+++ Data +++

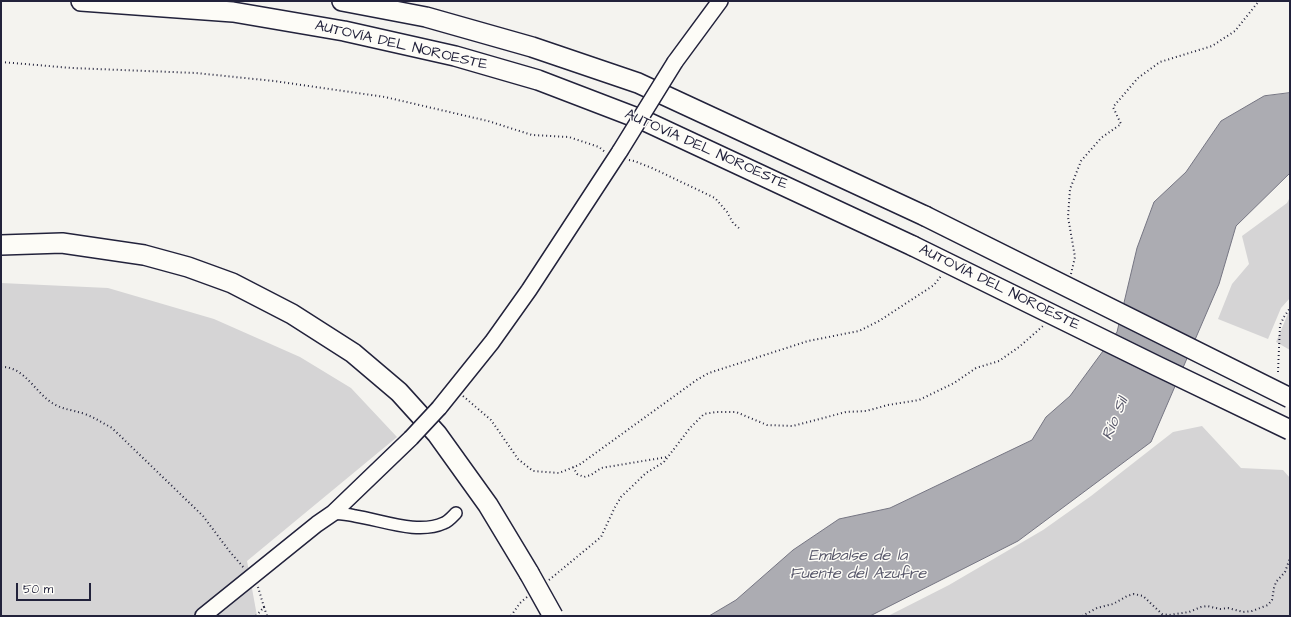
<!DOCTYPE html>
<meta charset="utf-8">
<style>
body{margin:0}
#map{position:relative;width:1291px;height:617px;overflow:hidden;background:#f4f3ef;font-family:"Architects Daughter",sans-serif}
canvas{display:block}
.frame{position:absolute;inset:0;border:2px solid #22223b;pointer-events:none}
.scale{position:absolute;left:16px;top:583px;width:75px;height:18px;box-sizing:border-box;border:2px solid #22223b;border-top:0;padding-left:5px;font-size:12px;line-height:14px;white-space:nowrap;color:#22223b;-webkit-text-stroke:3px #fdfcf7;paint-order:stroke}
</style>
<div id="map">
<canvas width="1291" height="617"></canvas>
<div class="frame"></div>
<div class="scale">50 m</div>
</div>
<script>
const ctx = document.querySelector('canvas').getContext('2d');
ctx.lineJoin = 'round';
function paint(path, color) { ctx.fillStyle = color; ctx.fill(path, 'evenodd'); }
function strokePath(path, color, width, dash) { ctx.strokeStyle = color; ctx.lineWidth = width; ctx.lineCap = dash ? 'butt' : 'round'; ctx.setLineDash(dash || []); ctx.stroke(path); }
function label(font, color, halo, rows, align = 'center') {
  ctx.font = font + ' "Architects Daughter",sans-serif'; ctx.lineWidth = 3; ctx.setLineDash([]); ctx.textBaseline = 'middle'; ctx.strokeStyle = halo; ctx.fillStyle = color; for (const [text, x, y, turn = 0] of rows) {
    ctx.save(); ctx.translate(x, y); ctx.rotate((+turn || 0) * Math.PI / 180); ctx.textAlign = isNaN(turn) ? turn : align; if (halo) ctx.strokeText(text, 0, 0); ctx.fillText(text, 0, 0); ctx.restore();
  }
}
const green = new Path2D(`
 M1290 197V298L1281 308 1268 339 1218 319 1232 284 1249 264 1242 236 1287 203Z
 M1 283 108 288 214 319 300 357 351 388 397 437 247 561 257 616H1Z
 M1290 309V350L1276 342Z
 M1202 426 1241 468 1283 470 1290 478V616H888L949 585 1043 530 1091 496 1173 432Z`);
const water = new Path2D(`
 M1290 93V173L1236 226 1219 284 1151 442 1018 541 870 616H709L736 600 793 550 839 519 890 508 1032 440 1046 417 1070 396 1117 332 1137 248 1154 202 1186 172 1221 121 1264 96Z`);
const path = new Path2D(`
 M1 62 72 68 196 73 274 81 385 97 488 121 532 135 569 137 599 147 605 152
 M629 160 634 161 652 168 715 198 727 212 733 223 740 229
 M1071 274 1075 257 1068 217 1070 189 1081 161 1101 138 1121 124 1113 107 1138 78 1160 62 1212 46 1235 31 1259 1
 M1 367C22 366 33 388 48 400 61 410 70 409 85 414 95 418 103 423 112 428L203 516 230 552 244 568
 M1278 372 1280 325 1284 317 1290 308
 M463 396 491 420 518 459 533 471 559 473 579 465 698 379 709 373 808 341 859 331 879 321 934 285 941 276
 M573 467 577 474 584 477 591 475 601 468 667 457
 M549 580 601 537 615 507 621 497 646 473 664 462 690 428 704 414 716 412H736L767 425 793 426 846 412 866 411 888 405 919 400 954 383 976 368 999 361 1019 347 1043 326
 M264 607 267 616
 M256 616 264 607 258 587
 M511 616 520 603 527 597
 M1082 616 1097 608 1113 604 1127 596 1134 594 1143 596 1162 614 1169 615 1189 612 1201 607 1207 606 1220 609 1228 608 1243 612 1252 611 1268 605 1272 600 1274 588 1276 582 1285 572 1290 558`);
const street = new Path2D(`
 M333 513C340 514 348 514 355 516 382 520 418 535 444 523 449 521 453 516 456 513`);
const secondary = new Path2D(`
 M675 62 720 1
 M439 408 492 342 529 290 620 151
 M203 616 317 524 333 513 411 438`);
const highway = new Path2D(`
 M81 1 233 12 344 31 455 56 538 80 645 121 913 246
 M342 1 426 17 532 47 638 83 925 216
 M1 245 62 243 144 255 188 267 232 283 292 314 353 353 399 392 437 434 488 505 529 573`);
const secondaryBridge = new Path2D(`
 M620 151 675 62
 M411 438 439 408`);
const highwayBridge = new Path2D(`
 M925 216 1290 398
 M913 246 1157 366 1290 430
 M529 573 553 616`);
const streetNames = [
 ["AUTOVÍA DEL NOROESTE",401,46,13],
 ["AUTOVÍA DEL NOROESTE",706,150,24],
 ["AUTOVÍA DEL NOROESTE",999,288,26]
];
const waterNames = [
 ["Río Sil",1116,419,-67],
 ["Embalse de la",858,557],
 ["Fuente del Azufre",858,575]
];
paint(green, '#d5d4d5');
paint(water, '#acacb2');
strokePath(water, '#757582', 1);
strokePath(street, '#22223b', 14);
strokePath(secondary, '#22223b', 18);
strokePath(highway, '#22223b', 22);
strokePath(path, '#22223b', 2, [1, 3]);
strokePath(street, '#fdfcf7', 11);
strokePath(secondary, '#fdfcf7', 15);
strokePath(highway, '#fdfcf7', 19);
strokePath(secondaryBridge, '#22223b', 18, []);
strokePath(highwayBridge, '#22223b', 22, []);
strokePath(secondaryBridge, '#fdfcf7', 15);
strokePath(highwayBridge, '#fdfcf7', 19);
label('15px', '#22223b', '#fdfcf7', streetNames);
label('italic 16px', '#59596b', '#fdfcf7', waterNames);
</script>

+++

Problem — Count each line of the material that includes "rows", and reply with only the count.

Answer to this exercise — 2